Skinner goes on to argue that fund managers are also likely to dedicate more time to personal trading than managing their designated funds.

“Consider a reporting season scenario where multiple companies release their results and host calls simultaneously. If I have a personal investment releasing results at the same time as a portfolio company, it is likely my attention will be diverted towards my personal gain. This distraction can negatively impact the performance of the portfolio and is clearly not in the best interest of the fund’s investors,” he said.

Ultimately, he believes a ban needs to be implemented on personal trading to simplify internal compliance and reduce the risk of compliance breaches.

“At Blackwattle Investment Partners, we have implemented a strict no-personal-trading policy. This policy underscores our commitment to always act in our clients’ best interests. We call on regulators, industry bodies, and fellow fund managers to also ban the practice,” Skinner said.

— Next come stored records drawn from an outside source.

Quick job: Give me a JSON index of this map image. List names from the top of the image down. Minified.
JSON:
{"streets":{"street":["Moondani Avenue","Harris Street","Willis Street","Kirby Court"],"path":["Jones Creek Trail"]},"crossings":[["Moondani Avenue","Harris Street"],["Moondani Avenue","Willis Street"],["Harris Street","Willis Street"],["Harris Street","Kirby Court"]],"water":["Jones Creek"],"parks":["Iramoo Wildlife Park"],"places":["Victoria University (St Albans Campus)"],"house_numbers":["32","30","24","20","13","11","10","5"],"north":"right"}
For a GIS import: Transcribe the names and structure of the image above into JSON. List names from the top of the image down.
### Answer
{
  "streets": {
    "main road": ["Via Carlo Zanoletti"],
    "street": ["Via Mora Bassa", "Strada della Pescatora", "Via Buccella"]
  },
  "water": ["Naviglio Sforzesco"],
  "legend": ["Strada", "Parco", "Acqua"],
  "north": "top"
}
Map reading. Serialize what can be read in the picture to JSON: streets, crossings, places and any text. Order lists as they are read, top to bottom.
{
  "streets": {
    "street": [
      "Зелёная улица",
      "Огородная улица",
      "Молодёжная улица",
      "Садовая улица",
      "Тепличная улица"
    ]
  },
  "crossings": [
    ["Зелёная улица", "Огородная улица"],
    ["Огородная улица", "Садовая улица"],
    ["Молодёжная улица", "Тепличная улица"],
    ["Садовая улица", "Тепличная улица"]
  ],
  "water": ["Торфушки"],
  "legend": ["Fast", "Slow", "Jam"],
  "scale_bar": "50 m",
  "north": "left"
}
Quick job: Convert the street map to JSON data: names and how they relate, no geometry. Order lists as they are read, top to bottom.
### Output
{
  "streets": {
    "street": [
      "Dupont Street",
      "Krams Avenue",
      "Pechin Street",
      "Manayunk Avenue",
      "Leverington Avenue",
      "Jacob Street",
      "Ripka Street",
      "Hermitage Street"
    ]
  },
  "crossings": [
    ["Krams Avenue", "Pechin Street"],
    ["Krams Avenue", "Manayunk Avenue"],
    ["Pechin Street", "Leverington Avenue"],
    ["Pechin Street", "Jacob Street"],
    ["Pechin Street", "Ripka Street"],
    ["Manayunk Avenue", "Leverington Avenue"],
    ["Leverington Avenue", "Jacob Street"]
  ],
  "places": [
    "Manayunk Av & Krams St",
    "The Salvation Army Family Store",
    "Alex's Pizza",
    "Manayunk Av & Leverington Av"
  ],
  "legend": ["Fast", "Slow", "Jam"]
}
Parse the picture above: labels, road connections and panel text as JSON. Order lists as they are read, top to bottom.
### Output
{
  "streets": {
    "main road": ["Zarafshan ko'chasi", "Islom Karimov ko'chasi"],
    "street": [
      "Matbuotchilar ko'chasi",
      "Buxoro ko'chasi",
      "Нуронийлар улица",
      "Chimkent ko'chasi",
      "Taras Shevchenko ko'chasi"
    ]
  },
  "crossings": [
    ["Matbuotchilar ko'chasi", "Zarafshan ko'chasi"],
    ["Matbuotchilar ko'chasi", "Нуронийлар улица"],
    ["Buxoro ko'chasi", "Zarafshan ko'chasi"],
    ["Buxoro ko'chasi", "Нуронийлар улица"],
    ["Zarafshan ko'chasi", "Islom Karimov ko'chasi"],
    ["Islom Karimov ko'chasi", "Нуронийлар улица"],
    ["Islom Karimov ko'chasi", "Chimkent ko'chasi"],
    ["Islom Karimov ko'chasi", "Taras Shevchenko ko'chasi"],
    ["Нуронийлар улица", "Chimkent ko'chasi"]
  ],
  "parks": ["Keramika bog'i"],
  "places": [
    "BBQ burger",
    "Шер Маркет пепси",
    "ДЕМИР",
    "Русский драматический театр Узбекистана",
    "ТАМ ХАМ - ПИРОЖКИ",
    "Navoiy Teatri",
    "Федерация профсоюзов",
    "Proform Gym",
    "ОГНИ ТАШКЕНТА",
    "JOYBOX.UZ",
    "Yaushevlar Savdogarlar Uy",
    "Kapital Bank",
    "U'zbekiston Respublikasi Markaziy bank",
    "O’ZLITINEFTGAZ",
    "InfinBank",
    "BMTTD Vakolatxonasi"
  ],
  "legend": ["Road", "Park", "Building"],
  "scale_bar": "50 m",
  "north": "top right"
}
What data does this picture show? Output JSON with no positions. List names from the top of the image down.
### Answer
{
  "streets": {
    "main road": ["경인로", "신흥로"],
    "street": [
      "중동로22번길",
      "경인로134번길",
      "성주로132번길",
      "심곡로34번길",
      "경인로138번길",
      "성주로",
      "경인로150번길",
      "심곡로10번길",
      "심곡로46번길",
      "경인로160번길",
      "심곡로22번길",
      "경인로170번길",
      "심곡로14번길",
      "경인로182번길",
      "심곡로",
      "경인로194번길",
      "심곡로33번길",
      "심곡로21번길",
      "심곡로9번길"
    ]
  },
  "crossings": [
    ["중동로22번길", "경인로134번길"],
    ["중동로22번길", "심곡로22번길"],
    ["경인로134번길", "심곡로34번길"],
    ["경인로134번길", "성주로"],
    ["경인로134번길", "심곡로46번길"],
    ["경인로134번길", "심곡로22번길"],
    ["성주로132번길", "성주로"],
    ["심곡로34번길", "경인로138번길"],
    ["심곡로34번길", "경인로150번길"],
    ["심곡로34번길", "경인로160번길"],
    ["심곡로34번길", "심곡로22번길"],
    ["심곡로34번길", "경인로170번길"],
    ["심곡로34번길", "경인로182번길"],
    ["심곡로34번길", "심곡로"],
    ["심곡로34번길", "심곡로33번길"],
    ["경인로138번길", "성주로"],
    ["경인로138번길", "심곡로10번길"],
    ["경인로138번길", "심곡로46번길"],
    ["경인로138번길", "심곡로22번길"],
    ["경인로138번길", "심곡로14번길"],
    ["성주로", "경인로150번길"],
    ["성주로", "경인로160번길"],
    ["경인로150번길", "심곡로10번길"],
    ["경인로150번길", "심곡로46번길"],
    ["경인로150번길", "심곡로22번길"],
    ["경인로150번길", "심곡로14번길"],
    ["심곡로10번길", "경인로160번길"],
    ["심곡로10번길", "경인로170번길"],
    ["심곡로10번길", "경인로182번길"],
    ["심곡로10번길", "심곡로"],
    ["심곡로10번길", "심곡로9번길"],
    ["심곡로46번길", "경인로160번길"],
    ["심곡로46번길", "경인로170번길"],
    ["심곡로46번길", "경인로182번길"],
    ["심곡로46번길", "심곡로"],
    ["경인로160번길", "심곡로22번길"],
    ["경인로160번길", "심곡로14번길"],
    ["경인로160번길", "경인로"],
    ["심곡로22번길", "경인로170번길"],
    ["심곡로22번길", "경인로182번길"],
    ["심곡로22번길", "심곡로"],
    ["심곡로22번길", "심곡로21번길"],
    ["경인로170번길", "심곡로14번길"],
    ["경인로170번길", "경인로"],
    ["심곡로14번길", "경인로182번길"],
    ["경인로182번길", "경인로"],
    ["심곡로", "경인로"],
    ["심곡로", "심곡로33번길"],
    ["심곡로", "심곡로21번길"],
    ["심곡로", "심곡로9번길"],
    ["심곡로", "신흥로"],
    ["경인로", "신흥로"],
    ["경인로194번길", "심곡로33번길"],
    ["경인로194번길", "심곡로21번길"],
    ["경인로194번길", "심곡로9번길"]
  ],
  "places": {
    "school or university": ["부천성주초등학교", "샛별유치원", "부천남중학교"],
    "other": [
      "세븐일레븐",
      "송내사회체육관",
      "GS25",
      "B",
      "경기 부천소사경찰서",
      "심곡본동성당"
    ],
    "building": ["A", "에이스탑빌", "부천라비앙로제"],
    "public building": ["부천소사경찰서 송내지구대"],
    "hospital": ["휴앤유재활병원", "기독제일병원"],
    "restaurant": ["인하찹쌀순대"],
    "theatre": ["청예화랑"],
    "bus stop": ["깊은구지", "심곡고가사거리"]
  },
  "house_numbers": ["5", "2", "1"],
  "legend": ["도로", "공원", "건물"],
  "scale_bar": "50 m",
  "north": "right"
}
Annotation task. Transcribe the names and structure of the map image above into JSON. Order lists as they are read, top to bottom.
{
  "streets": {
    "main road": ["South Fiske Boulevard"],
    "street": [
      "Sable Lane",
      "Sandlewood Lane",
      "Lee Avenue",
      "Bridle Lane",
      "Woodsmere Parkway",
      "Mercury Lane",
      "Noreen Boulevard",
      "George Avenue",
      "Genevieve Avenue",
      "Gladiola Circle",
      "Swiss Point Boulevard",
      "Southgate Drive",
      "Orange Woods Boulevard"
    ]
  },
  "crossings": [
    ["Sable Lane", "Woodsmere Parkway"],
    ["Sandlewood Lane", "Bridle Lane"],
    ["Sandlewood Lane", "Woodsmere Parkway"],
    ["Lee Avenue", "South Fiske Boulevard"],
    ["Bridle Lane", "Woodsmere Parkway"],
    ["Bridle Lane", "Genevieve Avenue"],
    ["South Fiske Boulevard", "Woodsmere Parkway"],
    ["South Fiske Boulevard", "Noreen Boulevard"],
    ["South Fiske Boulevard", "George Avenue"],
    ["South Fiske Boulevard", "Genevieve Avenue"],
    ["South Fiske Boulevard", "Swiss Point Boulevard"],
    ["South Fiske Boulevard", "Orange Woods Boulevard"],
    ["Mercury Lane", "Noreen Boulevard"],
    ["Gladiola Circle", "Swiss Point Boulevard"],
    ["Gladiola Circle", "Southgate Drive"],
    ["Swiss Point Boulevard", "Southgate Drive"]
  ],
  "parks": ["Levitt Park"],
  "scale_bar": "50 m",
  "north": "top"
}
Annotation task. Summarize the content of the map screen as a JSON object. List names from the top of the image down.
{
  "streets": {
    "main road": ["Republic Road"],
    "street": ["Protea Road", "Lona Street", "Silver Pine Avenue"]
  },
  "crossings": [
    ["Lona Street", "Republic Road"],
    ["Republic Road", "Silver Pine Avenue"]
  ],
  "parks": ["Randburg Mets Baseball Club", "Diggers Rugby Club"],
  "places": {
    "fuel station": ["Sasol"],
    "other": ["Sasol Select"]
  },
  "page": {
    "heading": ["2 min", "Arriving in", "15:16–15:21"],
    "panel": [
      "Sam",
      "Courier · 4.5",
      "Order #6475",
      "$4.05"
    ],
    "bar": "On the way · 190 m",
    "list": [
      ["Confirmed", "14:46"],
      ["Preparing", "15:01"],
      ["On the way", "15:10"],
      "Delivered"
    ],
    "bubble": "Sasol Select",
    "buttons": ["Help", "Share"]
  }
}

“To our clients, from large superannuation funds to individual investors, we urge you to hold the industry to account and reject the practice of personal trading by any and all fund managers.”

Blackwattle Investment Partners officially launched in Australia in May last year with initial seed capital of up to $60 million and six years of funding.

Described as a “new generation, highly aligned, Australian investment manager”, Skinner said at the time that Blackwattle has sought to attract the best investment talent in Australia.

“We’ve flipped the traditional model and removed the key person risk. We don’t believe in a concentrated leadership style – everyone is a meaningful equity owner, and we are all partners together,” he said.

“We invest alongside our investors and clients, with personal capital committed and corporate profits reinvested into our portfolios, there is no personal trading.”